§ Task prompt
Filter out every line below that lacks "space", and copy the rest.

§ Source records
┌──

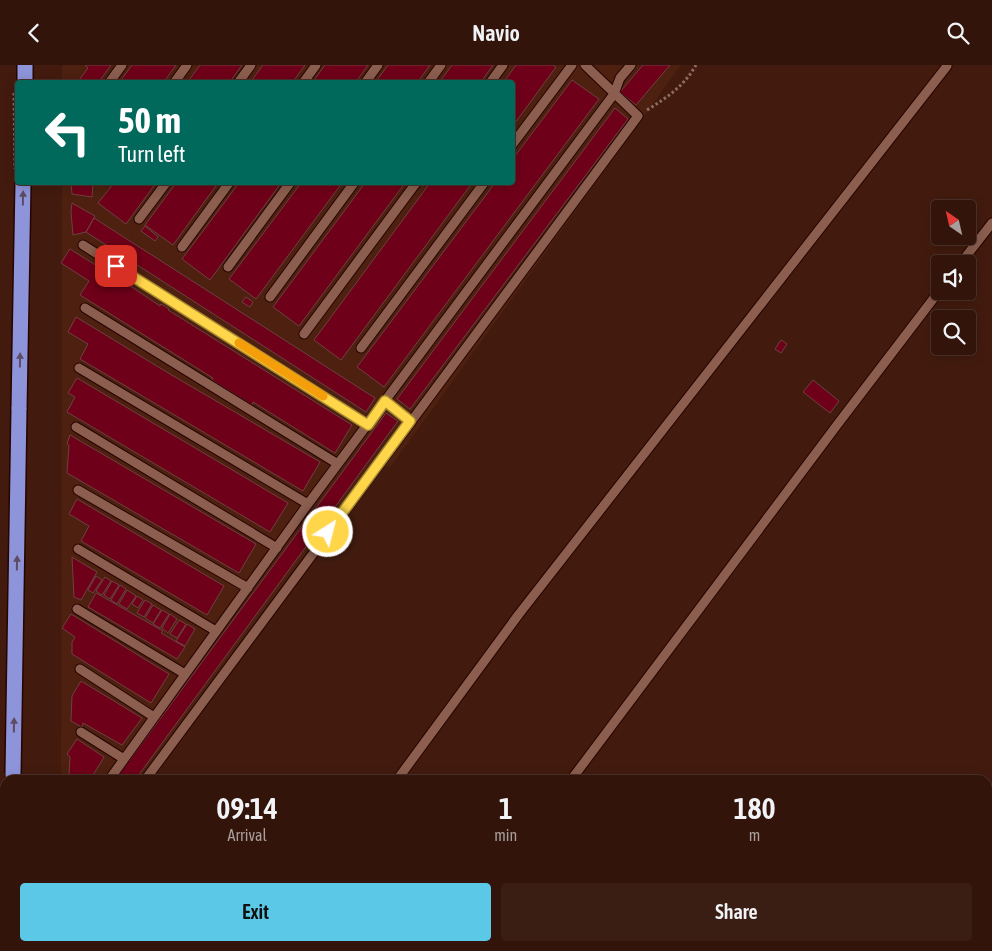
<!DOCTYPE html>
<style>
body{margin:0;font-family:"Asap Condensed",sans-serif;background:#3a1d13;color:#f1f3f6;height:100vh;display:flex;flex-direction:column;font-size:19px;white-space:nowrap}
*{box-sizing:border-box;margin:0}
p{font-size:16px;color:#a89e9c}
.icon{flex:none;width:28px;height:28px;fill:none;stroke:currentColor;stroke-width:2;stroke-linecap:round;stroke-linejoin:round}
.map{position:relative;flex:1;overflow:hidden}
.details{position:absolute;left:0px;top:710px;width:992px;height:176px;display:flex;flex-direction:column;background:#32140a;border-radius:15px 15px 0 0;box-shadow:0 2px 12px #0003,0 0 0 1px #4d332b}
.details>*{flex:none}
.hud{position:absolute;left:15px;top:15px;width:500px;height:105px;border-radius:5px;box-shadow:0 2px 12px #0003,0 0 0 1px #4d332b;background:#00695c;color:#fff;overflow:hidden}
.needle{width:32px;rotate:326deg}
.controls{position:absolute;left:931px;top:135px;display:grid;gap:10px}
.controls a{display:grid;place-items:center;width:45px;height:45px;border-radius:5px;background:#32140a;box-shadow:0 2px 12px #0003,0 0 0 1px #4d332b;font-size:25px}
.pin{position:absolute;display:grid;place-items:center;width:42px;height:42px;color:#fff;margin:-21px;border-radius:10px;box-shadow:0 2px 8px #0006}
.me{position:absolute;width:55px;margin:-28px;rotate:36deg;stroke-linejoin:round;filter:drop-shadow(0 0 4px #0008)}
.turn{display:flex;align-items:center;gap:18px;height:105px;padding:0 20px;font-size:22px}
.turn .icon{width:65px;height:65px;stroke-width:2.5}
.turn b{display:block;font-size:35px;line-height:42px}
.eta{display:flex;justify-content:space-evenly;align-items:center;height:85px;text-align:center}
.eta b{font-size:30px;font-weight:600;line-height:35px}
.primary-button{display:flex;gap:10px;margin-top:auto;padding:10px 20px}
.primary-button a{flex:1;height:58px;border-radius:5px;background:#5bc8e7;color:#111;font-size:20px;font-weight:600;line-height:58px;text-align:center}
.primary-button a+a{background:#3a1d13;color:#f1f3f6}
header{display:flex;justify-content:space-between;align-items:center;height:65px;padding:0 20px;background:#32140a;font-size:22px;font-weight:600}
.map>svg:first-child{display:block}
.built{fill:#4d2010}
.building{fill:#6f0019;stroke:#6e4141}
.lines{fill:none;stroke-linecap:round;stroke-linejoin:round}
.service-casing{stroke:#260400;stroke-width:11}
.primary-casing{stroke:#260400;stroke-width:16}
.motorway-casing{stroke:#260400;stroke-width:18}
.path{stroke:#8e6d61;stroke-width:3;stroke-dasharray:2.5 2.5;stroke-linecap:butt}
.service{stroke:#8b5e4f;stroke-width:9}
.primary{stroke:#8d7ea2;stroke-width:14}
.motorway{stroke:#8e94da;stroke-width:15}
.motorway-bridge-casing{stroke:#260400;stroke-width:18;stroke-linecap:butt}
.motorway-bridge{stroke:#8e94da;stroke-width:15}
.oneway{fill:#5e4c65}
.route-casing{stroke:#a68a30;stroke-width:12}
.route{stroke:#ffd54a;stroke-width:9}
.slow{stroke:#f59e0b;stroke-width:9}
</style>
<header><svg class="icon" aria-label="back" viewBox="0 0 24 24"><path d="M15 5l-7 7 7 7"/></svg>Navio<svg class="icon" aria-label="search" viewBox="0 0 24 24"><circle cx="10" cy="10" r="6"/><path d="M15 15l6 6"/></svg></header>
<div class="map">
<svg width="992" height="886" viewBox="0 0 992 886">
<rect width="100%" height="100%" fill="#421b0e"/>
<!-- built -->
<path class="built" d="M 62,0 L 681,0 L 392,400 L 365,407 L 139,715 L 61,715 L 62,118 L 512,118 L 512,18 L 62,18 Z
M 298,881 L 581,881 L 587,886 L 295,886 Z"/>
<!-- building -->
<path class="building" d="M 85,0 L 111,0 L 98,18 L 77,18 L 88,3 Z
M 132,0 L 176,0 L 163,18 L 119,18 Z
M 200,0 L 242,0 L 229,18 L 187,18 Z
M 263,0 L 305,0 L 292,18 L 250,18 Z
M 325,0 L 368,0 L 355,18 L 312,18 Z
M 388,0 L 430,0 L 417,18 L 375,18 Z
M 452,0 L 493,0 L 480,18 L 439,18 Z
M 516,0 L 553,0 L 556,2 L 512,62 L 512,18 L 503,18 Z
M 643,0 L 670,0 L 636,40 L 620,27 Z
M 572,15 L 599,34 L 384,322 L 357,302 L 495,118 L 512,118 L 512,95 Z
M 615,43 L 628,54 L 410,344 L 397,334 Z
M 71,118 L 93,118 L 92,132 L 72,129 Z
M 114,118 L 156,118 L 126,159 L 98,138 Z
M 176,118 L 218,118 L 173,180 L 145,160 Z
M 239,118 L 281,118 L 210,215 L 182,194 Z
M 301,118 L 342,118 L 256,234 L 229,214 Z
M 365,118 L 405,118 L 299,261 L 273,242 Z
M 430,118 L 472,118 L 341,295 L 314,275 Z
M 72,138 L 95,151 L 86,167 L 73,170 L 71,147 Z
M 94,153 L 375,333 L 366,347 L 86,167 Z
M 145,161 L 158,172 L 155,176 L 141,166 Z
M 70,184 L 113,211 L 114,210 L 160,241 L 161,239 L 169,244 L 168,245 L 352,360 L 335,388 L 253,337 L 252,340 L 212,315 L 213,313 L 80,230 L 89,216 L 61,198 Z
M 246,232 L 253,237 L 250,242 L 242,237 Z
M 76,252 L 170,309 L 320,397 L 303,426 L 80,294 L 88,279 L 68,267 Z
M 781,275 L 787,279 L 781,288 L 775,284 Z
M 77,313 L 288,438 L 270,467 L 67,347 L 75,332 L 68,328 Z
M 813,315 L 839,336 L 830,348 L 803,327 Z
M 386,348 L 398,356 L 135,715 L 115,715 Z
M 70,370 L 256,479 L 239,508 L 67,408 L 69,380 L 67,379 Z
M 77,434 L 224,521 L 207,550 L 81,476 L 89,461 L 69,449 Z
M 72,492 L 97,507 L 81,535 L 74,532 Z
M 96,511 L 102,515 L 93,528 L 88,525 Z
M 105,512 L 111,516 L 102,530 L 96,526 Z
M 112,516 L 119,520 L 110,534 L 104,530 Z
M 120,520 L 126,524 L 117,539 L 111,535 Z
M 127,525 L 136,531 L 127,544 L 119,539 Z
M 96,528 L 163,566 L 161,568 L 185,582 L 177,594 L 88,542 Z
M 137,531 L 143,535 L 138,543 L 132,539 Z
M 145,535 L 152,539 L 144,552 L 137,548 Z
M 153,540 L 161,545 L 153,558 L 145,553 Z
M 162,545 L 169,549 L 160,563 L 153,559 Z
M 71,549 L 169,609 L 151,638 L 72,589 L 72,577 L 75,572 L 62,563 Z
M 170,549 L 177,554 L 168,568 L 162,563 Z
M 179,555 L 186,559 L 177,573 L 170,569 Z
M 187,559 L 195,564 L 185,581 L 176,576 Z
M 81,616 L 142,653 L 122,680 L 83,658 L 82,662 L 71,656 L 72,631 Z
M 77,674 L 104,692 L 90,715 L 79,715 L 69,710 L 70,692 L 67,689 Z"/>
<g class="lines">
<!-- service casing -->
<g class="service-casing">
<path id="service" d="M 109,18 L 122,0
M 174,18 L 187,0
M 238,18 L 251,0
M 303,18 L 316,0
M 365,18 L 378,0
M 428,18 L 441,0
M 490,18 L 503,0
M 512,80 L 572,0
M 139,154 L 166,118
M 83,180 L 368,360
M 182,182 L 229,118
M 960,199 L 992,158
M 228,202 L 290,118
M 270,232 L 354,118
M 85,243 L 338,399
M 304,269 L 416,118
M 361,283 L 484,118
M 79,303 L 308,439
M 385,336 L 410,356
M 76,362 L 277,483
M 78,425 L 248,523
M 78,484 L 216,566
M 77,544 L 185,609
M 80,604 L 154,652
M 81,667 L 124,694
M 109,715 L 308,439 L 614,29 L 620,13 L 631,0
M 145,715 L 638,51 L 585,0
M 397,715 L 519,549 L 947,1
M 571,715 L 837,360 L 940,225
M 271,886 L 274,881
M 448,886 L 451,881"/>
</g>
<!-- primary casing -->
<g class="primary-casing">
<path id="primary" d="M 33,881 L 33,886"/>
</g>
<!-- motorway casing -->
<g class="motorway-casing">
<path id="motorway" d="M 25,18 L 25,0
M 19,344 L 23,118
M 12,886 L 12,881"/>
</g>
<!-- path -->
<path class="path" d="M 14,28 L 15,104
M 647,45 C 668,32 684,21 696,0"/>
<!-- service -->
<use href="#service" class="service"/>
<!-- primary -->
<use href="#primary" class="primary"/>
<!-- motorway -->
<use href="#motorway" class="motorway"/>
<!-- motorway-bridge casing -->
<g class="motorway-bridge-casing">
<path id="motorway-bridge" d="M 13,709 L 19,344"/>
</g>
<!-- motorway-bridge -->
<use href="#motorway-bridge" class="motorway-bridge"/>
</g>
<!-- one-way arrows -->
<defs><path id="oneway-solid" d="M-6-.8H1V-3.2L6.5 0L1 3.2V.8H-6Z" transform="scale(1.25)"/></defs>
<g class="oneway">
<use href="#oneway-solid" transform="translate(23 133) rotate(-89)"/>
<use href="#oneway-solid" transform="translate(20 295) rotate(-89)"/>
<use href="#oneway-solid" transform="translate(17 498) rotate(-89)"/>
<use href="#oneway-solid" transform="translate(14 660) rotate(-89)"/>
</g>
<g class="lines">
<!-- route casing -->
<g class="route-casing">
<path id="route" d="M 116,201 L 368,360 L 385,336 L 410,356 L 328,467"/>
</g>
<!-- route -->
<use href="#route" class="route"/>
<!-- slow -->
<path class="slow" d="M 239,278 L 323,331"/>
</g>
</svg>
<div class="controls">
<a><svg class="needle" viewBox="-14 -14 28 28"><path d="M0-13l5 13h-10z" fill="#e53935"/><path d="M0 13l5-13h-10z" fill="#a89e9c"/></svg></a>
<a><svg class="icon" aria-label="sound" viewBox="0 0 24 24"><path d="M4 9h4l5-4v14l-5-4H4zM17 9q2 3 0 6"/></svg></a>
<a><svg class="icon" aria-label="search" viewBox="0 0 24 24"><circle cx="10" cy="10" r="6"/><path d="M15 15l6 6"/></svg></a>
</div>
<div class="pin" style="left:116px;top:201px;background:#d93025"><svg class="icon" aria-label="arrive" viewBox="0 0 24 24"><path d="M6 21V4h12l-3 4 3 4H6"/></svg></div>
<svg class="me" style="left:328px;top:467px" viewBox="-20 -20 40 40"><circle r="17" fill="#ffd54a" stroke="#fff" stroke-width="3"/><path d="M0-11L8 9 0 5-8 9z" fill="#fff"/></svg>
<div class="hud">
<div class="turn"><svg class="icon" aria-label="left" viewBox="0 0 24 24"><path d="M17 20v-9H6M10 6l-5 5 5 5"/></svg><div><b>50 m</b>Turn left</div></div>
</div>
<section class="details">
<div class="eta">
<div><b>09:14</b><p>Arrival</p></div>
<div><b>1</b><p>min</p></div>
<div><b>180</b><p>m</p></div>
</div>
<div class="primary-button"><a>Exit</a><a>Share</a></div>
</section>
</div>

└──

§ Exercise response
body{margin:0;font-family:"Asap Condensed",sans-serif;background:#3a1d13;color:#f1f3f6;height:100vh;display:flex;flex-direction:column;font-size:19px;white-space:nowrap}
.eta{display:flex;justify-content:space-evenly;align-items:center;height:85px;text-align:center}
header{display:flex;justify-content:space-between;align-items:center;height:65px;padding:0 20px;background:#32140a;font-size:22px;font-weight:600}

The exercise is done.